Sin embargo, el mismo miércoles se detectó que había una zona, en uno de los laterales de la vivienda, donde el alambre olímpico estaba dañado y dejaba un pequeño espacio sin cobertura.

El diámetro de la falla en el cercado era suficiente como para que el pequeño cuerpo de Lihuén pudiera pasar. Esa área, desemboca, con apenas algunos metros de por medio, en la cava donde fue encontrado el niño. Eso lo convirtió en otro dato clave, que los investigadores tienen en cuenta para el esclarecimiento del amargo suceso.

Dolor y ninguna respuesta

El cuerpo de Lihuén fue encontrado pasadas las 8 de la mañana de ayer, y posteriormente el comisario Sergio Vergara fue el encargado de informarle a Claudia Pérez, la mamá de Lihuén, el peor de los desenlaces luego de la larga espera.

La noticia fue un duro impacto, no solo para la mujer, sino para el resto de los familiares que durante tantas horas abrigaron la esperanza de que el pequeño Lihuén apareciera con vida y todo no hubiera sido más que un susto. La realidad fue un cachetazo para todos ellos, que buscaban consolarse, visiblemente acongojados, abrazándose y dándose palabras de aliento en los distintos espacios de la propiedad, lindante a lo que fue la trampa mortal para el niño.

Pasadas las 10.30 de la mañana, la guardia periodística que se había dispuesto en el lugar, dado el interés que la noticia causó en la comunidad local, en Rincón y en la capital provincial, distante a unos 20 kilómetros del lugar, comenzó a diluirse.

En forma paralela arribaban otros familiares y allegados, tanto a pie como en vehículos, para dar consuelo y quizás intentar armar una respuesta para el sinsentido de esta muerte que causó un gran impacto en la opinión pública, que se interesó por el tema, como siempre sucede con temas vinculados a los niños, máxime en situaciones trágicas como esta.

Inicio y desenlace

Claudia Pérez, la mamá del niño, denunció su desaparición el miércoles a la tarde y la policía santafesina inició una búsqueda que se prolongó por 19 horas. Durante todo ese tiempo, un aluvión solidario hizo que la foto de Lihuén se replicara en los muros de las redes sociales de los santafesinos, cuando la desaparición del pequeño tenía entre las hipótesis un posible rapto.

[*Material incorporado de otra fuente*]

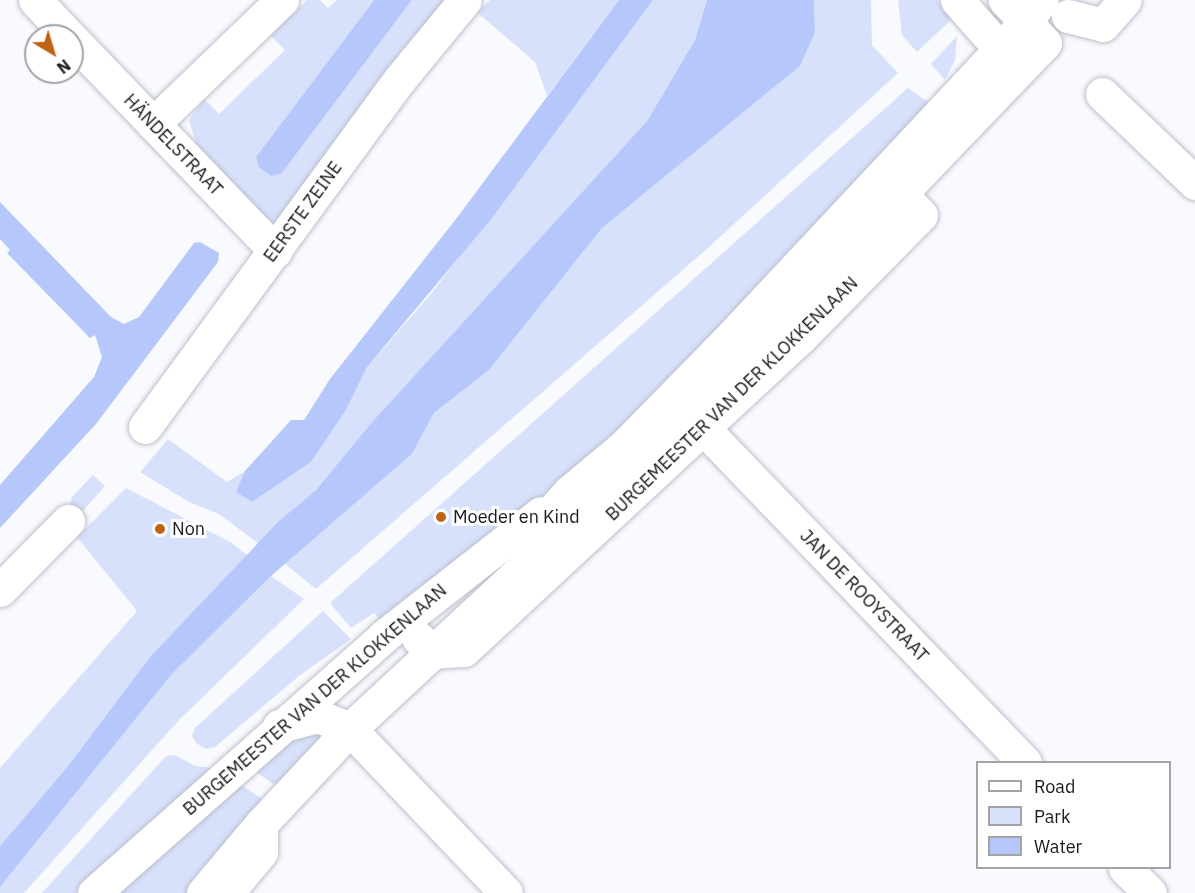 <!DOCTYPE html>
<meta charset="utf-8">
<style>
body{margin:0}
#map{position:relative;width:1195px;height:893px;overflow:hidden;background:#f9fafd;font-family:"IBM Plex Sans",sans-serif}
div>[style]{position:absolute}
.green>*{inset:0;background:#d8e1fb}
.water>*{inset:0;background:#b6c7fb}
.roads{filter:drop-shadow(0 0 2px #bbbfcd) drop-shadow(0 0 2px #bbbfcd)}
.minor>*{height:33px;margin:-16.5px;padding:0 16.5px;transform-origin:16.5px;border-radius:16.5px;background:#fff}
.major>*{height:33px;margin:-16.5px;padding:0 16.5px;transform-origin:16.5px;border-radius:16.5px;background:#fff}
.dots>*{width:16px;height:16px;translate:-50% -50%;box-sizing:border-box;border:3px solid #fff;border-radius:50%}
span{translate:-50% -50%;white-space:nowrap;text-align:center;line-height:1.15;-webkit-text-stroke:6px #fff;paint-order:stroke}
.street-label{font-size:18px;color:#191b20}
.poi-label{font-size:18px;color:#191b20}
.left{translate:0 -50%;text-align:left}
.legend{position:absolute;left:976px;top:761px;width:195px;height:108px;box-sizing:border-box;background:#fff;border:2px solid #a3a4a6;margin:0;padding:8px 10px;list-style:none;font-size:18px;color:#191b20}
.legend li{display:flex;align-items:center;gap:12px;height:30px}
.legend b{width:30px;border:2px solid #a3a4a6}
.north{position:absolute;left:24px;top:24px;width:60px;height:60px;box-sizing:border-box;background:#fff;border:2px solid #a3a4a6;border-radius:50%;rotate:142deg;font-size:16px;font-weight:700;line-height:24px;text-align:center;color:#191b20}
.north::after{content:'';display:block;margin:auto;width:21px;height:27px;background:#bf6212;clip-path:polygon(50% 0,100% 100%,50% 72%,0 100%)}
</style>
<div id="map">
<div class="green">
<div style="clip-path:polygon(307px 0,320px 0,328px 8px,337px 0,374px 0,256px 157px,282px 173px,412px 0,446px 0,403px 49px,275px 224px,249px 203px,196px 143px,189px 120px,204px 99px,219px 114px,285px 50px,270px 35px)"></div>
<div style="clip-path:polygon(490px 0,619px 0,547px 96px,535px 62px,477px 12px)"></div>
<div style="clip-path:polygon(653px 0,707px 0,695px 40px,647px 121px,372px 422px,316px 490px,259px 544px,219px 514px,189px 502px,140px 472px,168px 439px,227px 482px,245px 471px,237px 492px,252px 502px,311px 462px,346px 410px,367px 367px,431px 294px)"></div>
<div style="clip-path:polygon(814px 0,871px 0,872px 45px,898px 73px,708px 248px,316px 589px,285px 564px,412px 454px,434px 413px,489px 370px,602px 228px,800px 66px,815px 33px)"></div>
<div style="clip-path:polygon(898px 0,937px 0,953px 18px,917px 52px,902px 35px)"></div>
<div style="clip-path:polygon(957px 36px,955px 60px,945px 80px,931px 64px)"></div>
<div style="clip-path:polygon(908px 88px,932px 105px,632px 430px,387px 628px,374px 613px,351px 628px,330px 603px)"></div>
<div style="clip-path:polygon(93px 475px,105px 486px,73px 522px,66px 517px,72px 497px)"></div>
<div style="clip-path:polygon(126px 488px,232px 543px,248px 556px,150px 657px,68px 766px,0 846px,0 768px,137px 611px,77px 537px)"></div>
<div style="clip-path:polygon(271px 576px,304px 599px,178px 721px,24px 893px,0 893px,0 887px,171px 675px)"></div>
<div style="clip-path:polygon(323px 611px,351px 639px,299px 676px,215px 747px,206px 749px,196px 743px,192px 736px,195px 728px)"></div>
<div style="clip-path:polygon(321px 732px,329px 740px,282px 790px,252px 769px,252px 765px,293px 741px)"></div>
<div style="clip-path:polygon(175px 755px,195px 766px,222px 769px,85px 893px,42px 893px,166px 756px)"></div>
<div style="clip-path:polygon(235px 781px,270px 804px,188px 893px,115px 893px)"></div>
</div>
<div class="water">
<div style="clip-path:polygon(374px 0,412px 0,282px 173px,271px 176px,259px 167px,256px 157px)"></div>
<div style="clip-path:polygon(619px 0,653px 0,492px 218px,367px 367px,346px 410px,311px 462px,252px 502px,236px 492px,245px 471px,291px 420px,304px 420px,330px 379px,456px 219px)"></div>
<div style="clip-path:polygon(707px 0,814px 0,815px 33px,800px 66px,602px 228px,489px 370px,434px 413px,412px 454px,271px 576px,171px 675px,0 887px,0 846px,68px 766px,150px 657px,278px 522px,316px 490px,372px 422px,647px 121px,695px 40px)"></div>
<div style="clip-path:polygon(0 202px,111px 317px,124px 324px,139px 317px,194px 243px,200px 242px,219px 253px,218px 262px,96px 424px,0 528px,0 485px,94px 377px,102px 357px,95px 335px,90px 338px,7px 253px,10px 250px,0 239px)"></div>
</div>
<div class="roads">
<div class="minor">
<div style="left:35px;top:0;width:50px;rotate:46.6deg"></div>
<div style="left:1068px;top:16px;width:36px;rotate:14deg"></div>
<div style="left:1103px;top:25px;width:33px;rotate:-49deg"></div>
<div style="left:1026px;top:21px;width:26px;rotate:-53deg"></div>
<div style="left:72px;top:39px;width:294px;rotate:46.2deg"></div>
<div style="left:1102px;top:94px;width:129px;rotate:43.7deg"></div>
<div style="left:153px;top:124px;width:179px;rotate:-43.9deg"></div>
<div style="left:145px;top:427px;width:431px;rotate:-53.8deg"></div>
<div style="left:400px;top:79px;width:102px;rotate:-50.6deg"></div>
<div style="left:704px;top:429px;width:463px;rotate:46.1deg"></div>
<div style="left:0;top:590px;width:97px;rotate:-45.4deg"></div>
<div style="left:418px;top:638px;width:20px;rotate:45deg"></div>
<div style="left:432px;top:652px;width:32px;rotate:-4deg"></div>
<div style="left:464px;top:650px;width:460px;rotate:-42.9deg"></div>
<div style="left:801px;top:337px;width:171px;rotate:-45.5deg"></div>
<div style="left:921px;top:215px;width:55px;rotate:-133.5deg"></div>
<div style="left:279px;top:726px;width:40px;rotate:-14.4deg"></div>
<div style="left:318px;top:716px;width:35px;rotate:22deg"></div>
<div style="left:350px;top:729px;width:226px;rotate:46.4deg"></div>
<div style="left:1125px;top:868px;width:35px;rotate:45deg"></div>
<div style="left:227px;top:893px;width:53px;rotate:-50.3deg"></div>
<div style="left:261px;top:852px;width:28px;rotate:-90deg"></div>
</div>
<div class="major">
<div style="left:957px;top:0;width:88px;rotate:48.7deg"></div>
<div style="left:528px;top:538px;width:62px;rotate:-48.3deg"></div>
<div style="left:569px;top:492px;width:72px;rotate:-39.9deg"></div>
<div style="left:624px;top:446px;width:147px;rotate:-45.6deg"></div>
<div style="left:727px;top:341px;width:438px;rotate:-46.9deg"></div>
<div style="left:94px;top:893px;width:387px;rotate:-41.5deg"></div>
<div style="left:384px;top:636px;width:199px;rotate:-38.1deg"></div>
<div style="left:203px;top:893px;width:90px;rotate:-50deg"></div>
<div style="left:261px;top:824px;width:130px;rotate:-46.9deg"></div>
<div style="left:350px;top:729px;width:463px;rotate:-42.9deg"></div>
<div style="left:689px;top:414px;width:514px;rotate:-46.18deg"></div>
<div style="left:1045px;top:43px;width:59px;rotate:-132.9deg"></div>
</div>
</div>
<div class="dots">
<div style="left:441px;top:517px;background:#bf6212"></div>
<div style="left:160px;top:529px;background:#bf6212"></div>
</div>
<div class="street-label">
<span style="left:173px;top:145px;rotate:46deg">HÄNDELSTRAAT</span>
<span style="left:303px;top:212px;rotate:-54deg">EERSTE ZEINE</span>
<span style="left:732px;top:399px;rotate:-44deg">BURGEMEESTER VAN DER KLOKKENLAAN</span>
<span style="left:864px;top:596px;rotate:46deg">JAN DE ROOYSTRAAT</span>
<span style="left:315px;top:700px;rotate:-41deg">BURGEMEESTER VAN DER KLOKKENLAAN</span>
</div>
<div class="poi-label">
<span class="left" style="left:453px;top:517px">Moeder en Kind</span>
<span class="left" style="left:172px;top:529px">Non</span>
</div>
<ul class="legend">
<li><b style="height:8px;background:#fff"></b>Road</li>
<li><b style="height:16px;background:#d8e1fb"></b>Park</li>
<li><b style="height:16px;background:#b6c7fb"></b>Water</li>
</ul>
<div class="north">N</div>
</div>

Entre las primeras medidas que dispuso la policía al iniciar el operativo de búsqueda, fue armar un radio de casi dos mil metros de búsqueda. Además, trabajó personal de la sección canes, que llevó a Mapu, un perro cruza labrador que enseguida marcó un lugar muy cerca de la cava, como una zona donde había estado el pequeño.

Así, se inició una búsqueda, pero las malas condiciones del tiempo, más el corte de luz, hicieron que se suspenda el operativo, para retomarlo ayer temprano con las primeras luces del día.